When the four did not return after 20 minutes, employees at the vineyard contacted emergency services.
In a bizarre twist of fate, a previous owner of the Chateau de la Riviere was killed in a plane crash in 2002.
Mr Gregoire bought the property, the largest in Bordeaux's Fronsac wine-producing region and close to the prestigious Saint-Emilion and Pomerol, the following year.
Earlier Friday, the vineyard's managing director, Mr Xavier Buffo, told reporters the sale marked the largest Chinese investment in Bordeaux property to date.
Hong Kong-based Brilliant, which specialises in rare teas and luxury hotels in China, had said it wanted to turn the chateau into a high class tea and wine tasting centre.
The group - whose interests range from Pu'er, a dark fermented tea from China's Yunnan region, to top-end resorts - also planned to build a hotel near the vineyard.

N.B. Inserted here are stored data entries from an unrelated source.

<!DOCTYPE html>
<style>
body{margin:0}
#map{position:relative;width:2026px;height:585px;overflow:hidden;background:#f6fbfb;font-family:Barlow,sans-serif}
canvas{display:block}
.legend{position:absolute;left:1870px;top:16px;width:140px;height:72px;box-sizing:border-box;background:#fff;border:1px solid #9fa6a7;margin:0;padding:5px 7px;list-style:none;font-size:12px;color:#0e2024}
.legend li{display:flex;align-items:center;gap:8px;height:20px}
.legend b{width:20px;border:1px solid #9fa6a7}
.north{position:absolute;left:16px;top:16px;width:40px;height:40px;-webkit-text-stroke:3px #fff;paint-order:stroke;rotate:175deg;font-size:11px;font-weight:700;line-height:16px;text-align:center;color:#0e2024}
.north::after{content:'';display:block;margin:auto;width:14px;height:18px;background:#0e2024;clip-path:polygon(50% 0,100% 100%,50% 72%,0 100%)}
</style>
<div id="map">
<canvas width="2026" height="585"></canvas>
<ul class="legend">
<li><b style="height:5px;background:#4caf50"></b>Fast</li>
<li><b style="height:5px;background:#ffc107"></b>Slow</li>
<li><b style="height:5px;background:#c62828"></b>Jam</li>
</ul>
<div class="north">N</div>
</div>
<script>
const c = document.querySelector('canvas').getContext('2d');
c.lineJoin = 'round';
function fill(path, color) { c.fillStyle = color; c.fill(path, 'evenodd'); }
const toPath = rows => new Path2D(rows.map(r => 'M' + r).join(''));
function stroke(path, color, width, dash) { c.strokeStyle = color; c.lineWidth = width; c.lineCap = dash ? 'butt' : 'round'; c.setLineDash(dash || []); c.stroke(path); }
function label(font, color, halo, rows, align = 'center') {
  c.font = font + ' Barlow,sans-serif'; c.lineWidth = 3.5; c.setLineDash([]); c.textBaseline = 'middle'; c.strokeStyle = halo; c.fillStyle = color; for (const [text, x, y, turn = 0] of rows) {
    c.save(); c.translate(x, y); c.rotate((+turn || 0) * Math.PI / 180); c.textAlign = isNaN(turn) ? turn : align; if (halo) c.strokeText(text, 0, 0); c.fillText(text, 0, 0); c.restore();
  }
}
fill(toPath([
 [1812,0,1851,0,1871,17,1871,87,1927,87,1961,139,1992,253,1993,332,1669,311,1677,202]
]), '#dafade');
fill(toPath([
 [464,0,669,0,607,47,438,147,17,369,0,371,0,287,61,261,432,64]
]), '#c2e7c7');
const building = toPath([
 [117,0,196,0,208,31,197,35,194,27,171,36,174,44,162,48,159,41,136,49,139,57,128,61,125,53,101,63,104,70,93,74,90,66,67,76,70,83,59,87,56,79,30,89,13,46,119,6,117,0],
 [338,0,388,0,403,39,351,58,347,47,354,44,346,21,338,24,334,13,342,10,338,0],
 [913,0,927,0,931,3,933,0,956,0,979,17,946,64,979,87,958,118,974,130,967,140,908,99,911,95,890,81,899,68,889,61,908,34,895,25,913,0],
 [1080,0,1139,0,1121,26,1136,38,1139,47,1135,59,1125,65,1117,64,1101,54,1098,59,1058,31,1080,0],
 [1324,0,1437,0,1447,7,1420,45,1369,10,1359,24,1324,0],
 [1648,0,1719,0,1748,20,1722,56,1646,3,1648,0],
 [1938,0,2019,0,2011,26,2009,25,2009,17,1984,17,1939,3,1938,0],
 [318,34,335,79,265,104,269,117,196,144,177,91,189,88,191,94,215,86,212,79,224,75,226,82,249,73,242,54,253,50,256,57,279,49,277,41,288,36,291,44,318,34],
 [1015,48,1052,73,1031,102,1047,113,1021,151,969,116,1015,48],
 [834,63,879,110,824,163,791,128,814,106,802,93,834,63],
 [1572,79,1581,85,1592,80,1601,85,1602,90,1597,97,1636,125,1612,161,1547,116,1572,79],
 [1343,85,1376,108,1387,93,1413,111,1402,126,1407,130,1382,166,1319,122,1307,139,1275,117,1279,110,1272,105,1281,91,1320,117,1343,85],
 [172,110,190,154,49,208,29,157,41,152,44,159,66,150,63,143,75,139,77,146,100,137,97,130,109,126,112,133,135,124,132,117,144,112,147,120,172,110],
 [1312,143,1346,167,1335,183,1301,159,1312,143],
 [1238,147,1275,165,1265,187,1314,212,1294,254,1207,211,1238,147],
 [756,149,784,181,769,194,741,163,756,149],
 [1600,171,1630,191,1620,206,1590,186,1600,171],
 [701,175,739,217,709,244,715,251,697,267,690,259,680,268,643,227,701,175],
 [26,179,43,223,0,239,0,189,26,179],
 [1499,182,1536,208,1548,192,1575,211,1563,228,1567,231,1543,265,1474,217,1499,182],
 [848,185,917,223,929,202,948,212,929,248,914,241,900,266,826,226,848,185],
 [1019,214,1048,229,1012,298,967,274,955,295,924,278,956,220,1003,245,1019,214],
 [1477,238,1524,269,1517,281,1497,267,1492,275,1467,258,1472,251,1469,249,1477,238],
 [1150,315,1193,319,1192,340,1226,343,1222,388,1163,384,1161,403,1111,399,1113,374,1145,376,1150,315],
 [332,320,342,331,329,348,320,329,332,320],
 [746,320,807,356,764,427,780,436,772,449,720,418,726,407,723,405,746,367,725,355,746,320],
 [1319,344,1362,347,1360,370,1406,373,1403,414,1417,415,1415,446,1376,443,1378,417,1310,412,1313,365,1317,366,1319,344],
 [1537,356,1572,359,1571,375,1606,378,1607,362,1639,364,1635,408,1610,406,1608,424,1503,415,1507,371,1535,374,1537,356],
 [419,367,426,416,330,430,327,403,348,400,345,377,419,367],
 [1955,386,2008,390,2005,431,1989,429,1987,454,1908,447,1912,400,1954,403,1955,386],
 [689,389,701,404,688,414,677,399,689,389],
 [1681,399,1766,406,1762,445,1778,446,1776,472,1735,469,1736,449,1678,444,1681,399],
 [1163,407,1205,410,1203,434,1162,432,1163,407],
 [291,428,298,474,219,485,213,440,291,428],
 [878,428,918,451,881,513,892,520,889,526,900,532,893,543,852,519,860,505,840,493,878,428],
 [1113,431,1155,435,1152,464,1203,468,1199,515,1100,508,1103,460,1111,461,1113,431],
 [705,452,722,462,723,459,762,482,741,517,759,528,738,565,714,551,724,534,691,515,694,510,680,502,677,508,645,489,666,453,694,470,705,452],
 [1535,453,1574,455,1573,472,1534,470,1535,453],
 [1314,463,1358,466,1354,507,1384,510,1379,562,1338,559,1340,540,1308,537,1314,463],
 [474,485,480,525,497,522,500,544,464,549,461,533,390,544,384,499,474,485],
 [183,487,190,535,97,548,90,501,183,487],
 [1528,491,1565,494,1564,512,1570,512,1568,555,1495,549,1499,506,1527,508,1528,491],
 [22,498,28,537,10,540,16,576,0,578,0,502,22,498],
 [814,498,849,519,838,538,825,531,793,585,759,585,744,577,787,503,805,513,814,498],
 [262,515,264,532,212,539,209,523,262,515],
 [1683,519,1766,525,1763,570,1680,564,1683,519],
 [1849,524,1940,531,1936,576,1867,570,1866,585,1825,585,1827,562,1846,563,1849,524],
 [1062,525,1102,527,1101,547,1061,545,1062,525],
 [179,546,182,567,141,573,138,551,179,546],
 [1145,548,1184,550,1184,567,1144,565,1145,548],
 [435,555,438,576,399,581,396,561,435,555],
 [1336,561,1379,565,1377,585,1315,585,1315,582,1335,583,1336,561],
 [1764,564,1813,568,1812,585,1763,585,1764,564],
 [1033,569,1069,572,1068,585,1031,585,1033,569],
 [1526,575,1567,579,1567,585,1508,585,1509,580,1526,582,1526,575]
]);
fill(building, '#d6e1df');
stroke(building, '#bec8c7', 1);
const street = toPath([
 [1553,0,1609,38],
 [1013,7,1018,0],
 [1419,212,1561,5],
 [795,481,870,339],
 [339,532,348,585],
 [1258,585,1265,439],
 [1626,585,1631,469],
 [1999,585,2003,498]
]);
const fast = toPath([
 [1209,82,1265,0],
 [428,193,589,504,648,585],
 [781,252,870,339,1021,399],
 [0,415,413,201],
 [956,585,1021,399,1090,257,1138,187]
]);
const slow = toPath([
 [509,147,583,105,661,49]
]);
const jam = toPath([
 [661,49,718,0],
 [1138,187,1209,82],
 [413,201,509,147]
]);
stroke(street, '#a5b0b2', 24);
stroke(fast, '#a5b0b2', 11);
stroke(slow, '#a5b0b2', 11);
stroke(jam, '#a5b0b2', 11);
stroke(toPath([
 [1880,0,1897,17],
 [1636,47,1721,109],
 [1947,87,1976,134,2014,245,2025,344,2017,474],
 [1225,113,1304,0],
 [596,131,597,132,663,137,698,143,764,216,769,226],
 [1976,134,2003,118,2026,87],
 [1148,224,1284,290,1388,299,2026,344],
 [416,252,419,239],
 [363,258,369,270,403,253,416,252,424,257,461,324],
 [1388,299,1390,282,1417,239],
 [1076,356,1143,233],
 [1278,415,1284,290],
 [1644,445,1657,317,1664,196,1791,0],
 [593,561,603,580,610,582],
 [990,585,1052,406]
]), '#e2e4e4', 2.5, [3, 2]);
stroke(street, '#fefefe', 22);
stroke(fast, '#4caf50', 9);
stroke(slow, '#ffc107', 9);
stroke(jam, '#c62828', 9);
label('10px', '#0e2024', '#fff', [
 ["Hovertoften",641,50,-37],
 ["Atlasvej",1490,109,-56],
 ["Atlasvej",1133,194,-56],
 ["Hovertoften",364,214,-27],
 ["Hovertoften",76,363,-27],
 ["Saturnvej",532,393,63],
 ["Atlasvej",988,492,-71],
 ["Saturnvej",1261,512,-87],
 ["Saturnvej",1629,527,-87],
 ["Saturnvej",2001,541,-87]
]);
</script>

Wealthy Chinese have developed a taste for fine French wines and their extensive buying power has been credited with pushing prices for certain vintages to record levels.
In recent years they have increasingly taken to buying vineyards as well.
But the value of each transaction has generally been under 10 million euros (S$12.7 million).
Local officials said a Chinese consular delegation was expected at the chateau on Saturday to assist Mr Lam Kok's surviving relatives.